Thursday, February 24, 2011

Iiro Rantala: Lost Heroes ? review

(ACT)

Gwilym Simcock is an admirer of the remarkable Iiro Rantala, Finland's best-known jazz pianist, and you can hear why. Like the younger Simcock, Rantala's solo work draws on classical music as much as jazz, and fizzes with glittering contrapuntal playing, jaw-dropping juxtapositions of fast basslines and right-hand cascades, tantalising swappings of romantic rhapsodies and bluesy swing, and all kinds of other pianistic fireworks. Rantala has devoted this album to inspirations now passed, including Bill Evans, Jaco Pastorius, Esbjorn Svensson, Art Tatum and even Pavarotti.

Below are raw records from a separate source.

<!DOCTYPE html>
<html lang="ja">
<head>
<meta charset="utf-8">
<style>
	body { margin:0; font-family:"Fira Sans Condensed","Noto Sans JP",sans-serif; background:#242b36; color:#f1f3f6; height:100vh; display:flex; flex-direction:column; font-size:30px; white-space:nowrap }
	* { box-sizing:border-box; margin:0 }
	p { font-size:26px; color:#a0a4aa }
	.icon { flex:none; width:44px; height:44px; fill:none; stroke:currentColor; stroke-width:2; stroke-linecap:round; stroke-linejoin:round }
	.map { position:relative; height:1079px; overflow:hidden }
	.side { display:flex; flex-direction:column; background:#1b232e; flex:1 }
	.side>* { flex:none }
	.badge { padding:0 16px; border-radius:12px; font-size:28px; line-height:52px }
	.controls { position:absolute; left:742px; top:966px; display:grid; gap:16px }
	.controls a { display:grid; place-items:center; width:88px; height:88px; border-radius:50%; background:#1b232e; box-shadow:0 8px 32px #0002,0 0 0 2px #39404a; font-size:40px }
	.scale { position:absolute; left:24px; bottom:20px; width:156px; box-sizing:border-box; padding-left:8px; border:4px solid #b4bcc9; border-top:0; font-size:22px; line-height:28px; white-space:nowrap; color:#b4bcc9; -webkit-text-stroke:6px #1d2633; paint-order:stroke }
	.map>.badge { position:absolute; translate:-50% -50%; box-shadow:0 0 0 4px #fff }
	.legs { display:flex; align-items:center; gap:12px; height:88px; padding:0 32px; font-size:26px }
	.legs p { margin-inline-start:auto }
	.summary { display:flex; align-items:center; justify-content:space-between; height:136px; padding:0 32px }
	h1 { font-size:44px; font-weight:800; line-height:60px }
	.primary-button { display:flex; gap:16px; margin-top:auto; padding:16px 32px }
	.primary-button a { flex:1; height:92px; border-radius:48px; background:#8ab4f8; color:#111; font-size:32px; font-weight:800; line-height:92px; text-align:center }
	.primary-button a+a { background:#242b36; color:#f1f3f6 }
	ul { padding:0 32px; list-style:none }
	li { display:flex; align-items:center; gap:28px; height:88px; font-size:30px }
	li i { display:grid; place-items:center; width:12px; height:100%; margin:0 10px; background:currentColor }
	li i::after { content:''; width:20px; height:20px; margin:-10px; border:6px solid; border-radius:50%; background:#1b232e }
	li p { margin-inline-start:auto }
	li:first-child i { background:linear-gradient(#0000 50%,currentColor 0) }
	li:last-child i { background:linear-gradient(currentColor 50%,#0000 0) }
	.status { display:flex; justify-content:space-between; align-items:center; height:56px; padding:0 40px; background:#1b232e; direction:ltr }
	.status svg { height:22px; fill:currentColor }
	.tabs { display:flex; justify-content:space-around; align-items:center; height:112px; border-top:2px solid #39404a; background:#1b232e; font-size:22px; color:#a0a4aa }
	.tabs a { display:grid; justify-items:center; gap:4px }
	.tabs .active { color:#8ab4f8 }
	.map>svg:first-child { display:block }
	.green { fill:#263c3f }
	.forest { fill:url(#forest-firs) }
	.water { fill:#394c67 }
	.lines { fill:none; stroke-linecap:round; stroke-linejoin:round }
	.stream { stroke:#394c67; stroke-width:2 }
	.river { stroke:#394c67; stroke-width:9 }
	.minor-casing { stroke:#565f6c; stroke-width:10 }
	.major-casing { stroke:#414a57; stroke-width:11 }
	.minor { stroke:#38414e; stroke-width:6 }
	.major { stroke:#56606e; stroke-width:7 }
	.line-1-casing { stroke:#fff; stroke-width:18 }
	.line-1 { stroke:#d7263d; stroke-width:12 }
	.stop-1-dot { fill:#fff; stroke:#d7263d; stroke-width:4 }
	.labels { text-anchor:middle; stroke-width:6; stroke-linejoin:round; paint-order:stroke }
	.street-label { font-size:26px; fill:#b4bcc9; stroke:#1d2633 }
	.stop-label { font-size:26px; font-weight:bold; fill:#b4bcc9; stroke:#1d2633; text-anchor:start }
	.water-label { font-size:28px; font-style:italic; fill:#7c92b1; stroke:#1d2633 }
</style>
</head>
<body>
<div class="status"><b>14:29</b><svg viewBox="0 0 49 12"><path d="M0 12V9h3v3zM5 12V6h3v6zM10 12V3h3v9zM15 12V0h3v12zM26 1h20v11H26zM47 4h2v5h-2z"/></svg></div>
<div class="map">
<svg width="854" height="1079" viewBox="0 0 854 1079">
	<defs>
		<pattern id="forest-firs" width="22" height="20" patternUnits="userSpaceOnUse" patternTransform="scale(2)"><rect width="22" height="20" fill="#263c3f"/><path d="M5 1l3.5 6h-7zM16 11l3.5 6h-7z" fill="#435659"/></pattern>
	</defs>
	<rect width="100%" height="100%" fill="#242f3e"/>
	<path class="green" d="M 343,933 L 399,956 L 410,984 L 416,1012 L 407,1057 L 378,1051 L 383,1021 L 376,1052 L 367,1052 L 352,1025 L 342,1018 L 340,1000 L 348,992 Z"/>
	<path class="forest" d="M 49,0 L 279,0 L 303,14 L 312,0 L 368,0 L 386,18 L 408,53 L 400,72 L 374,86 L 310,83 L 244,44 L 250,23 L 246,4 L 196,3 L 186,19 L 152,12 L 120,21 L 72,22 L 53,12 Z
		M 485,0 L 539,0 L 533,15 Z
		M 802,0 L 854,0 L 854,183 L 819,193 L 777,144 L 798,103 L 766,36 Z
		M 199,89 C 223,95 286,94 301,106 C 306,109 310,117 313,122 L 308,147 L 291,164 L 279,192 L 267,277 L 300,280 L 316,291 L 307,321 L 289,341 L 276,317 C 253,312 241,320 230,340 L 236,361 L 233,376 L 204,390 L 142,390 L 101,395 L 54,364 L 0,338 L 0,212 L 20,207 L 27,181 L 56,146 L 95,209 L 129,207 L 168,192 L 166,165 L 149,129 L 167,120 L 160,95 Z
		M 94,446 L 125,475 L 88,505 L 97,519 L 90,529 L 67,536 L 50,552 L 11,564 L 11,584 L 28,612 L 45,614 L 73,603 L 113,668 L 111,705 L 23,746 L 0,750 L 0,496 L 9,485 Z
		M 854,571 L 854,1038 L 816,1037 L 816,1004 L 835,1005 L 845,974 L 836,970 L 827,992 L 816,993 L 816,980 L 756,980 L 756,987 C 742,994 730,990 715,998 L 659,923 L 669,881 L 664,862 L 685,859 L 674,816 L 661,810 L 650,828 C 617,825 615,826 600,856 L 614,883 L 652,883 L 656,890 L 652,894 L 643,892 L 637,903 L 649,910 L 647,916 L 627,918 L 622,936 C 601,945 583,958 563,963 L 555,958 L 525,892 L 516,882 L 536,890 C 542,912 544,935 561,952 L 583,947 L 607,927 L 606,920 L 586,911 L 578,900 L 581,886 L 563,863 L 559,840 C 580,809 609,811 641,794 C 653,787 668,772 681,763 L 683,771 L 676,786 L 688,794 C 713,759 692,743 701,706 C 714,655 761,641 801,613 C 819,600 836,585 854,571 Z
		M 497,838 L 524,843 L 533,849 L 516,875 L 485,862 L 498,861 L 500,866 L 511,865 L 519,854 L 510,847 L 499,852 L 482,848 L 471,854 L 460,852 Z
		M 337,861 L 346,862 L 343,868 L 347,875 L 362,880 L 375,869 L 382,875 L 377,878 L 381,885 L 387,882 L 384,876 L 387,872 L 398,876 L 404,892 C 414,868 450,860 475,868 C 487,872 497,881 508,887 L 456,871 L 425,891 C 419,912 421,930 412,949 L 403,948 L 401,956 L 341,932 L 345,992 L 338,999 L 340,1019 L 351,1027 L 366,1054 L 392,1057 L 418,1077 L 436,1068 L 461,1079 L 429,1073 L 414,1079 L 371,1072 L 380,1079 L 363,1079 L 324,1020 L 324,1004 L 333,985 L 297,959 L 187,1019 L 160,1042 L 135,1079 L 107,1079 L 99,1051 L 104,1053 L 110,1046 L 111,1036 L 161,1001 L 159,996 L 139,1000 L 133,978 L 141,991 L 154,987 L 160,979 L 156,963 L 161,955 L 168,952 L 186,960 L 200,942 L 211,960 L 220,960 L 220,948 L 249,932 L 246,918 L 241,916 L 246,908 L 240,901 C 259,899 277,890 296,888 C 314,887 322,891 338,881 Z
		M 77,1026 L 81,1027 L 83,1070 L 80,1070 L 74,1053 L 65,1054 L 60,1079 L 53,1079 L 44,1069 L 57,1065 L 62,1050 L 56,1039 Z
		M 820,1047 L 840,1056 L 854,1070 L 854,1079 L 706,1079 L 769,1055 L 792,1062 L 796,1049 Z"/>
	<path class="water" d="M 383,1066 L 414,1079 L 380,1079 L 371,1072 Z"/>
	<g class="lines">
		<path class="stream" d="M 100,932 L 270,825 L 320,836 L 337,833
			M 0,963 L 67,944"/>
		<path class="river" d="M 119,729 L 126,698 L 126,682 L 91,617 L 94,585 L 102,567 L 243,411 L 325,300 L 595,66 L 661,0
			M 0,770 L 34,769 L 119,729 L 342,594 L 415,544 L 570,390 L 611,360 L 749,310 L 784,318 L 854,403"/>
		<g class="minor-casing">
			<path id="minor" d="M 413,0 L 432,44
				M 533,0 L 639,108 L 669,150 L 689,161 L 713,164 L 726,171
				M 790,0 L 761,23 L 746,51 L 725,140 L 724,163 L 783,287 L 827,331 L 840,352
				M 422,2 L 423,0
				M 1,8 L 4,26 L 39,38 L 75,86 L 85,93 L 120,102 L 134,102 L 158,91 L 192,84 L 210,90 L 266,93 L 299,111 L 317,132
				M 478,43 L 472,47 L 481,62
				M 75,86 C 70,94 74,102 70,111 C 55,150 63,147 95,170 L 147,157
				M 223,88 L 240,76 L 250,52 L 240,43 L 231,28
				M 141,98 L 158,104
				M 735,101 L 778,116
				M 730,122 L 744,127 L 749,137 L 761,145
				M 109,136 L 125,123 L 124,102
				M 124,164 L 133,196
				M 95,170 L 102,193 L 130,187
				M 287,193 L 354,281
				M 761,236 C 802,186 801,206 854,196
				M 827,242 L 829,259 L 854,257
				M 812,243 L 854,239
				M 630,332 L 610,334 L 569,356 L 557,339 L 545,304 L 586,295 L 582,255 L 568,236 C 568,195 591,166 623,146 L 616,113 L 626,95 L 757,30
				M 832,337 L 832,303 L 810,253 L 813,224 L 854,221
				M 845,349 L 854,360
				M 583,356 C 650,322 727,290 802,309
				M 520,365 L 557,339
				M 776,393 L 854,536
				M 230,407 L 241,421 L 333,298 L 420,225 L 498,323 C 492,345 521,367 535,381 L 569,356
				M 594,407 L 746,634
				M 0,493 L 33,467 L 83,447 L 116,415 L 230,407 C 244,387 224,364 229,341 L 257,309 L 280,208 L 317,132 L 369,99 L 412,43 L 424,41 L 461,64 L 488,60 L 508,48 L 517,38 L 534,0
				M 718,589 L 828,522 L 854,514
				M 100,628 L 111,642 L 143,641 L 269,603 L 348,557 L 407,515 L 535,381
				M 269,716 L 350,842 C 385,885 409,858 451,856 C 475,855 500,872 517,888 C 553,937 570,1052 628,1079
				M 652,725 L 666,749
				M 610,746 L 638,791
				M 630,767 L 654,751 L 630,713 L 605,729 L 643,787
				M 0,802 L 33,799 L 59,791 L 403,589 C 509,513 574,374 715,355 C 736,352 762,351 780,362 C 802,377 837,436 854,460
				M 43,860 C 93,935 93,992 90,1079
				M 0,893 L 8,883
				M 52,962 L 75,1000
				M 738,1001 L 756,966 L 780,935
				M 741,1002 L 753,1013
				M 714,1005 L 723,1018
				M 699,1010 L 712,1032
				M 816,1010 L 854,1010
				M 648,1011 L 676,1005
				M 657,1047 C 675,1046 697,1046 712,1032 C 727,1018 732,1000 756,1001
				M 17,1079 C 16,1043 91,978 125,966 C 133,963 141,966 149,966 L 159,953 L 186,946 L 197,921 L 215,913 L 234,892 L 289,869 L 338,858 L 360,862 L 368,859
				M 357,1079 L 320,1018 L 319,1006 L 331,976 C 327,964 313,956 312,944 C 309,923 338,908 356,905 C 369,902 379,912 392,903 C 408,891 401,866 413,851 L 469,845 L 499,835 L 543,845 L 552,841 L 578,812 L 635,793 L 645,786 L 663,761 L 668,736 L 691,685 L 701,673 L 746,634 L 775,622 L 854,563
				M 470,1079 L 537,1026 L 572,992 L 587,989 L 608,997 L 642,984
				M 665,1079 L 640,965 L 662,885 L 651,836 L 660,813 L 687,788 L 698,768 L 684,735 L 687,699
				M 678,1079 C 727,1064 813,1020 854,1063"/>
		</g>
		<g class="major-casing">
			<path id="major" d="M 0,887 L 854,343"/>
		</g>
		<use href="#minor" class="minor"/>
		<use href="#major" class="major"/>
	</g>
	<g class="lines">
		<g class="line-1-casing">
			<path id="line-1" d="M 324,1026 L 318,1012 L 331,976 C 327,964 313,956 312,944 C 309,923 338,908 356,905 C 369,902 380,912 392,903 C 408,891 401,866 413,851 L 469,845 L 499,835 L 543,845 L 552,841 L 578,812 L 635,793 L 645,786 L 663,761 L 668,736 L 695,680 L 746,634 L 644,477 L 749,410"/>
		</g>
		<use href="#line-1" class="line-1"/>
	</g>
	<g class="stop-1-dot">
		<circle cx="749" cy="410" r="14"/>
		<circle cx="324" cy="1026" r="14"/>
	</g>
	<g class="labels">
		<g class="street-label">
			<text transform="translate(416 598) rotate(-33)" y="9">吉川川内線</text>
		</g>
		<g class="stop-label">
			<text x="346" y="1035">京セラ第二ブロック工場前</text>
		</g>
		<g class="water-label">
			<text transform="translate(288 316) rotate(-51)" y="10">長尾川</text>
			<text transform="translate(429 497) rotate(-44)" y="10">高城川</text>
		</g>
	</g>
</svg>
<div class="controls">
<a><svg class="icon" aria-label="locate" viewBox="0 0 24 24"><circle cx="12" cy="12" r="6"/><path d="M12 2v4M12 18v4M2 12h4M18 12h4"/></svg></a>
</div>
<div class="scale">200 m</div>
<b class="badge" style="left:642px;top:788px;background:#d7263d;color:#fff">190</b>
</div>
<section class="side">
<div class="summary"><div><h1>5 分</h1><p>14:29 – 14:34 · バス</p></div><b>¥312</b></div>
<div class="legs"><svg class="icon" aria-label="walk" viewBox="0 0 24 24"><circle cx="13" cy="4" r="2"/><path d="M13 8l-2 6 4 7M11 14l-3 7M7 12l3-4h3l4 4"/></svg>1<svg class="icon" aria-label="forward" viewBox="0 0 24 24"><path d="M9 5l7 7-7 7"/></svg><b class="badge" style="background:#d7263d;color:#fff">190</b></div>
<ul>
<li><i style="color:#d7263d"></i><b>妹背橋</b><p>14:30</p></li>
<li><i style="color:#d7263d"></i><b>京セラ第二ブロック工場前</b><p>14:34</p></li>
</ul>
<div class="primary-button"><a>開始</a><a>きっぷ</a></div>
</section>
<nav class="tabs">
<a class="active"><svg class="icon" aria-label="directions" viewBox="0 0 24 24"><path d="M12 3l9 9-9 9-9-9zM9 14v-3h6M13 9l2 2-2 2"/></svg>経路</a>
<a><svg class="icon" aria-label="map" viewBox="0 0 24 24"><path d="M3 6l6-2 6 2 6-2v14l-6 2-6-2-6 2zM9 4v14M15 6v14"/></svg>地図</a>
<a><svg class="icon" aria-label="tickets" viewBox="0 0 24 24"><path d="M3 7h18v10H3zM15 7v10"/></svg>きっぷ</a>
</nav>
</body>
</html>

His touch is flawless, particularly on silvery, caressing melodies such as his dedication to Pekka Pohjola, the slow, liquid expansion of his waltz to Evans or his meditation on Svensson. But it's the bass-note thunder of pattern-based pieces such as the stomping Pastorius tribute played entirely at the low end, the strutting dance of Thinking of Misty or the Tatumesque stride-piano account of the bebop classic Donna Lee that unleash all the pianist's upbeat power. It could be flashy, but it's lovingly done.